[EXERCISE DESCRIPTION]:
Where the records below show the word "data" in a line, please copy that line.

[EXERCISE MATERIAL]:
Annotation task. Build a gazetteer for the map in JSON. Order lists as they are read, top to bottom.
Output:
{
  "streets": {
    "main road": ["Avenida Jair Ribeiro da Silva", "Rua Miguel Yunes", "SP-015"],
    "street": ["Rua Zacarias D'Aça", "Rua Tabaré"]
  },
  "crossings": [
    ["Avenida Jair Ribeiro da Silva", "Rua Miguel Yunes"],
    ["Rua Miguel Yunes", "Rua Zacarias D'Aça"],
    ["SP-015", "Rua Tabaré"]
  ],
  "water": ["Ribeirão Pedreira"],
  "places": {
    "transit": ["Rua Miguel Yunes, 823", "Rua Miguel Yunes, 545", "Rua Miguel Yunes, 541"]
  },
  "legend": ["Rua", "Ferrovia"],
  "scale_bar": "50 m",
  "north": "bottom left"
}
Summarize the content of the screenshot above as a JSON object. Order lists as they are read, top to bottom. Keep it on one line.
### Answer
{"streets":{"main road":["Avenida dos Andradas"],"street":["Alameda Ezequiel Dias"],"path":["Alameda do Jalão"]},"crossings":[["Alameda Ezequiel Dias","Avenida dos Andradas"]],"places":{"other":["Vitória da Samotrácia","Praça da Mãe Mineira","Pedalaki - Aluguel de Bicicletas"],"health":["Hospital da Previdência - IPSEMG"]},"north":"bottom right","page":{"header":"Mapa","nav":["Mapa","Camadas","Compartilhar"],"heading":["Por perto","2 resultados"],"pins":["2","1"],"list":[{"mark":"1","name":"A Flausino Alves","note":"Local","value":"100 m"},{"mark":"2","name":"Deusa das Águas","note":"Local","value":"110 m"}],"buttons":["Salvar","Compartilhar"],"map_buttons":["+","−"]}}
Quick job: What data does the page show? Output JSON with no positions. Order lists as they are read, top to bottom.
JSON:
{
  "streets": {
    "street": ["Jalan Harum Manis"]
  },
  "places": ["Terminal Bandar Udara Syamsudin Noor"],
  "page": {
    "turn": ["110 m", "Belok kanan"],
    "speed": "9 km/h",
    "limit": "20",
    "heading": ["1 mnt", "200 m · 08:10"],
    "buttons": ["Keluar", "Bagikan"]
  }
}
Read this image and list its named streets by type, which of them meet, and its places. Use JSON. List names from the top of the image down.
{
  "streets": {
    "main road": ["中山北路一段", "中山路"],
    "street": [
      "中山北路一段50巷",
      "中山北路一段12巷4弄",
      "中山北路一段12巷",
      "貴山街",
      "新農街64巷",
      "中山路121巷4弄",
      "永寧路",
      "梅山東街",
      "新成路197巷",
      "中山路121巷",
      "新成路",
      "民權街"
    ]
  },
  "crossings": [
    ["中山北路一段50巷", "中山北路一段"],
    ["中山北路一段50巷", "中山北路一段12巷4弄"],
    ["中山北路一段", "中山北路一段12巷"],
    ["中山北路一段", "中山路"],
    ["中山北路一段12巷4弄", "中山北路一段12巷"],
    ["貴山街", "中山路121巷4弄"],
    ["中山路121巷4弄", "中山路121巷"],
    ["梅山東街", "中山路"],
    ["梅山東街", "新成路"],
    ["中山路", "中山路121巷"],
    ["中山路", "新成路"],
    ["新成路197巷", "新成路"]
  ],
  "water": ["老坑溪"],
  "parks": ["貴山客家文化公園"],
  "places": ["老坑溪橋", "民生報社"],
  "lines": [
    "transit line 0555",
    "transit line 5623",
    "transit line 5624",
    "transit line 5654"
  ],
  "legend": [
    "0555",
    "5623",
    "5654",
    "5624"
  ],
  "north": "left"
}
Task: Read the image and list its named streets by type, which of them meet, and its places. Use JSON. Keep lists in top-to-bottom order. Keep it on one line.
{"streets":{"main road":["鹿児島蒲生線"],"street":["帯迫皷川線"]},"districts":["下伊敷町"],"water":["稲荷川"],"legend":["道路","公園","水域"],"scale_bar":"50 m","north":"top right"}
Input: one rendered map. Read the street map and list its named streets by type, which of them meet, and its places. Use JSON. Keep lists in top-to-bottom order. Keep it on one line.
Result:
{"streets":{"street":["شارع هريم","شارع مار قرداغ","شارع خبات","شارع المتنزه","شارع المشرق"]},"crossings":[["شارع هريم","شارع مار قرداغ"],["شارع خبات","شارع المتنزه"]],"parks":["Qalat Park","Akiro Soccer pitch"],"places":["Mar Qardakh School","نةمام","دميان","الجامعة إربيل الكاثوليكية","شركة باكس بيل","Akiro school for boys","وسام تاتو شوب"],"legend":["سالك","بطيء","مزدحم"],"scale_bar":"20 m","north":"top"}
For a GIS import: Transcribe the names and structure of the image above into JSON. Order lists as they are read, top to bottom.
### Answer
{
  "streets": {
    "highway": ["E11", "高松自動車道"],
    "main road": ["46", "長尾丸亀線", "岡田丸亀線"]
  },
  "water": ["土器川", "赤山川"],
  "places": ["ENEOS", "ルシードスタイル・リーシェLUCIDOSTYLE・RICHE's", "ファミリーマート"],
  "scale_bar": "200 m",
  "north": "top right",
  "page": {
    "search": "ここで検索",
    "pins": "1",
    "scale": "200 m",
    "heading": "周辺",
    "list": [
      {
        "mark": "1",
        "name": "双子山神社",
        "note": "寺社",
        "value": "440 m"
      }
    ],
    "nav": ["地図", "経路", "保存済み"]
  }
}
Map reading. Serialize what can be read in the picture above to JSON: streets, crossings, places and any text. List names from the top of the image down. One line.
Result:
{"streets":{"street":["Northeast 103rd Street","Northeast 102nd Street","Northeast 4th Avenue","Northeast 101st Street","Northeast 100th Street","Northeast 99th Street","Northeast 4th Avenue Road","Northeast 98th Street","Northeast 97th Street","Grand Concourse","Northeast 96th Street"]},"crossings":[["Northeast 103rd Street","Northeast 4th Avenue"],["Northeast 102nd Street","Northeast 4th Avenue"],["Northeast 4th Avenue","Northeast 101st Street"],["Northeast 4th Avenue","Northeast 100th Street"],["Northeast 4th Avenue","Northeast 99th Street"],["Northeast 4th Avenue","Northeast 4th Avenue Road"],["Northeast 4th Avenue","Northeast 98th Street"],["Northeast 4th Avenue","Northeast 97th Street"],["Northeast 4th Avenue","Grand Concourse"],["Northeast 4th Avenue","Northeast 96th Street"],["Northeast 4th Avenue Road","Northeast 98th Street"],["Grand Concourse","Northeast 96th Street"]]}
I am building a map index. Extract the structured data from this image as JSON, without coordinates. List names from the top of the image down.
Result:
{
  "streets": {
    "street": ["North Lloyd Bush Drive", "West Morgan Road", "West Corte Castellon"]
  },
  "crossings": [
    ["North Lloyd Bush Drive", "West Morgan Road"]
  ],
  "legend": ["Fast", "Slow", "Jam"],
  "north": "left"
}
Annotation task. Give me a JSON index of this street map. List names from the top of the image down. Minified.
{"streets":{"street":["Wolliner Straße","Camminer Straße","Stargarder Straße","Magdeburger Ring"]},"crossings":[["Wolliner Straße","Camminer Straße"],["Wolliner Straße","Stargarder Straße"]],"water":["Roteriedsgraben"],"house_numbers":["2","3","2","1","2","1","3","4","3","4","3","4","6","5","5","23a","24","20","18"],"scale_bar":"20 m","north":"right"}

[SOLUTION]:
Quick job: What data does the page show? Output JSON with no positions. Order lists as they are read, top to bottom.
I am building a map index. Extract the structured data from this image as JSON, without coordinates. List names from the top of the image down.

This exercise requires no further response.